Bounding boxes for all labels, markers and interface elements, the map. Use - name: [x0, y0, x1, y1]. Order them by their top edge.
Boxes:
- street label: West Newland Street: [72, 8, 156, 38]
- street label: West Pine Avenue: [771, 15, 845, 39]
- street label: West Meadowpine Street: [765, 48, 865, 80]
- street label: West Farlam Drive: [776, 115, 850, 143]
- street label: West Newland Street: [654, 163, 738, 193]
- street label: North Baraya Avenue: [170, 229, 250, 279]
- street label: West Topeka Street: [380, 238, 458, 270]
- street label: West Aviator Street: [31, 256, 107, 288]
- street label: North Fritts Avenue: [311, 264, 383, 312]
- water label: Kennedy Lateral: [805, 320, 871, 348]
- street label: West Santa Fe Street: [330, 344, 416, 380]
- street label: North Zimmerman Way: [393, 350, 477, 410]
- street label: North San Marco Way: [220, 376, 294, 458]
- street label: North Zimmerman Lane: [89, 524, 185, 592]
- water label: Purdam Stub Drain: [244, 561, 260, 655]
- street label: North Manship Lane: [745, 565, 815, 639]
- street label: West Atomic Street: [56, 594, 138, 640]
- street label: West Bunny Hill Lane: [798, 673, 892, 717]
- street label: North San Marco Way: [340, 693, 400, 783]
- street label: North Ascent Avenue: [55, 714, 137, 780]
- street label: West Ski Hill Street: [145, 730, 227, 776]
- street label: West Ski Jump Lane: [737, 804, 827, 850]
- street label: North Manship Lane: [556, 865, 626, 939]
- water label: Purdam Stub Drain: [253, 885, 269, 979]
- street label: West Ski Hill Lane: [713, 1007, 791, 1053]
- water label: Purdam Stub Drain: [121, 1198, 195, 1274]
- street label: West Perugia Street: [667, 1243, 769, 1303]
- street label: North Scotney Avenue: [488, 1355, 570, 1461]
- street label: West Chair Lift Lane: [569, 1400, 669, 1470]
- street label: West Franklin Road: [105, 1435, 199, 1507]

...

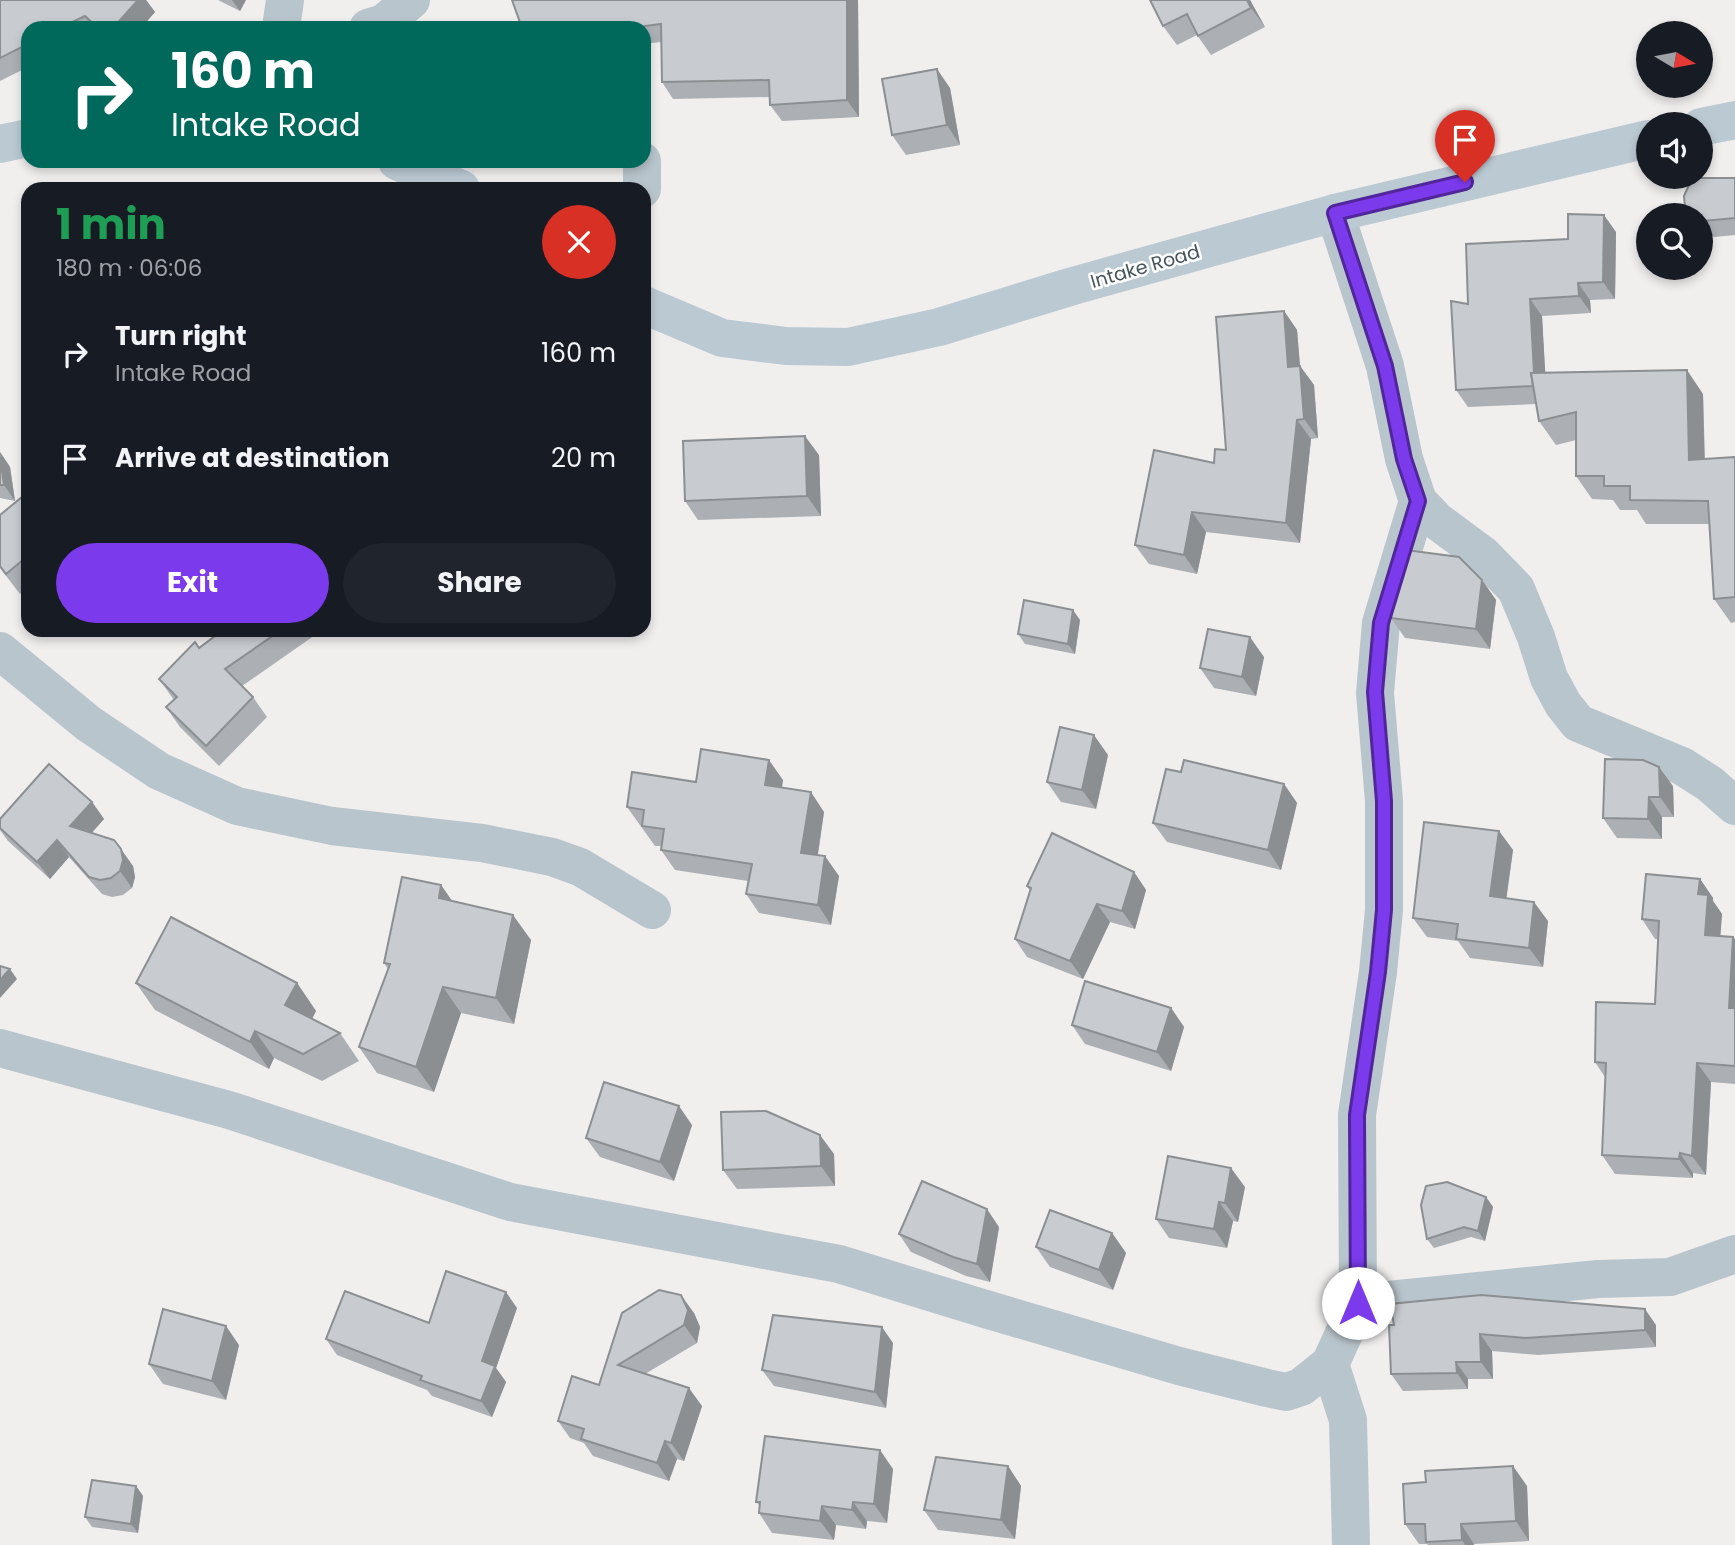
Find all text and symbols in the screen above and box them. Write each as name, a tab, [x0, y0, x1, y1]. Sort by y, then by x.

==

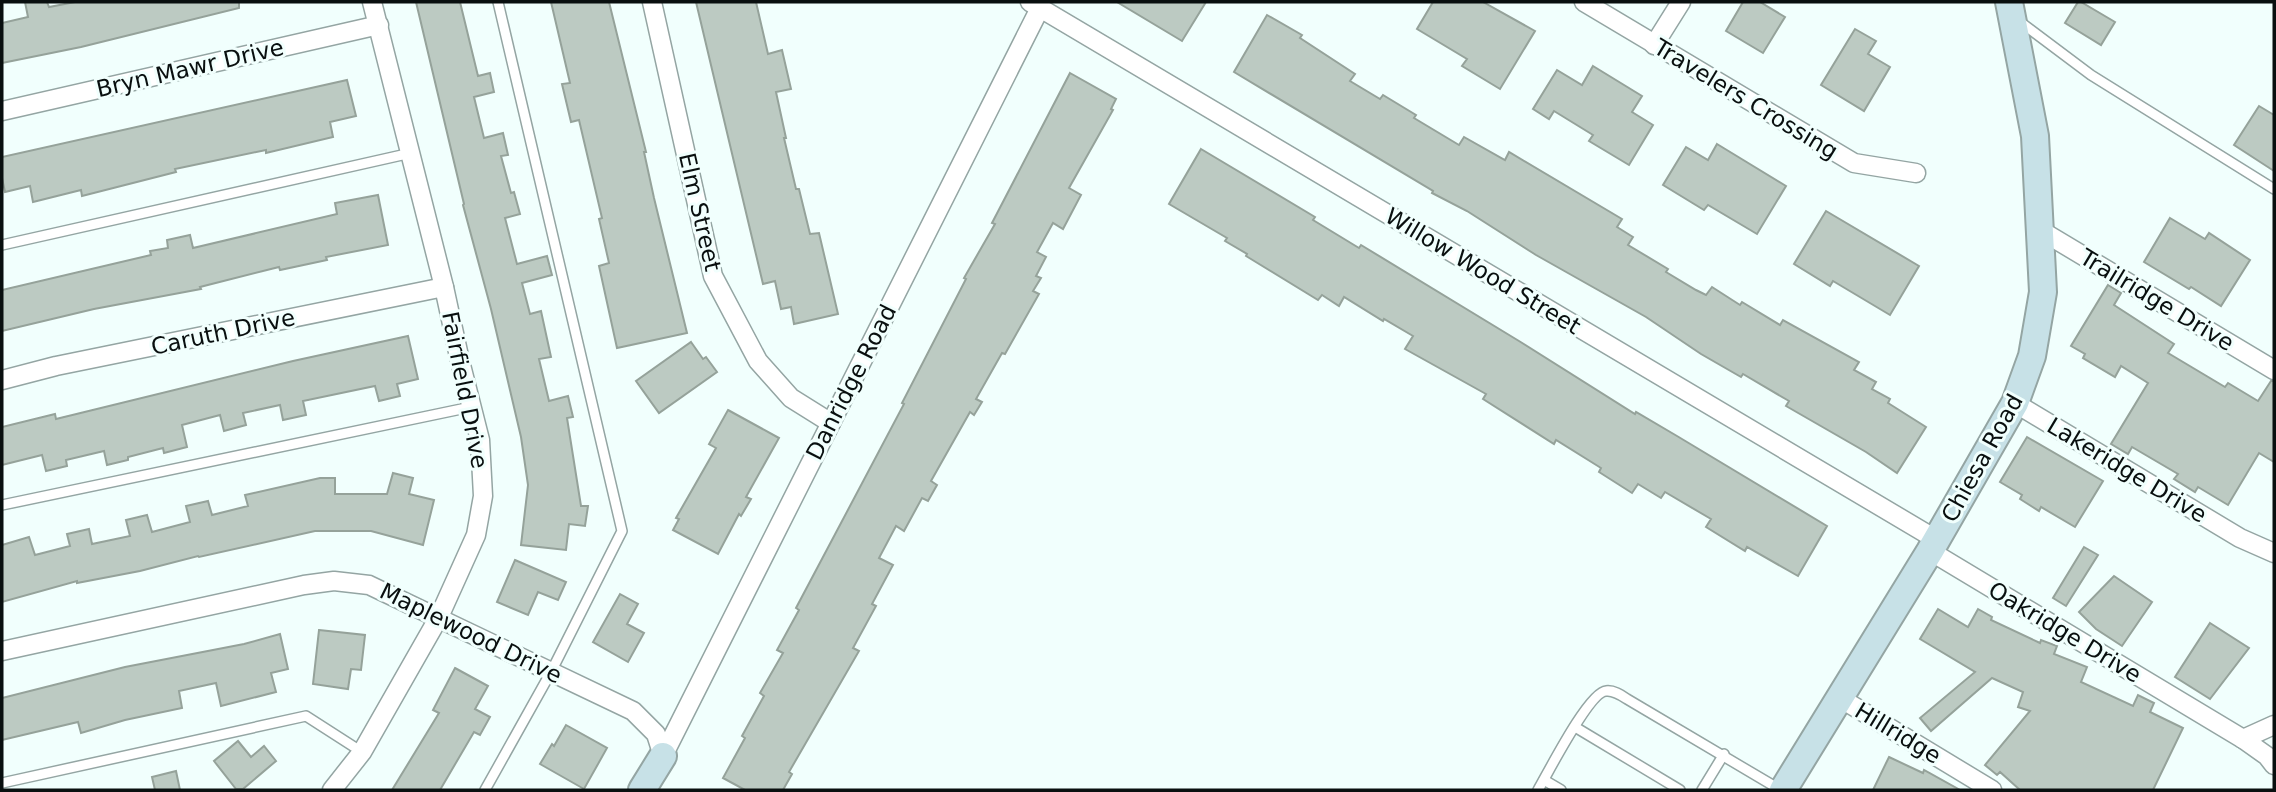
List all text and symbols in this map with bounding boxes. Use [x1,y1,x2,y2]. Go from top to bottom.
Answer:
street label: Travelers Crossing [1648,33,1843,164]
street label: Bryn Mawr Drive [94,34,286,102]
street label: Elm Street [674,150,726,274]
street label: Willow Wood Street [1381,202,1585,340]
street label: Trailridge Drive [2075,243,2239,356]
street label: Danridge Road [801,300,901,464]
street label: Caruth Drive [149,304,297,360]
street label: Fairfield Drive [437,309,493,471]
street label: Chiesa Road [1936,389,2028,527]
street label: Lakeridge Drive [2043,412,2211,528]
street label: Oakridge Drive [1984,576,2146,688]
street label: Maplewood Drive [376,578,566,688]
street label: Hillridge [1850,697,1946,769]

WHAT YOU WILL DO :: Show every line from the listing above in which the string "name" appears.

COMPLETED EXERCISE ::
Bounding boxes for all labels, markers and interface elements, the map. Use - name: [x0, y0, x1, y1]. Order them by their top edge.
Find all text and symbols in the screen above and box them. Write each as name, a tab, [x0, y0, x1, y1]. Sort by y, then by x.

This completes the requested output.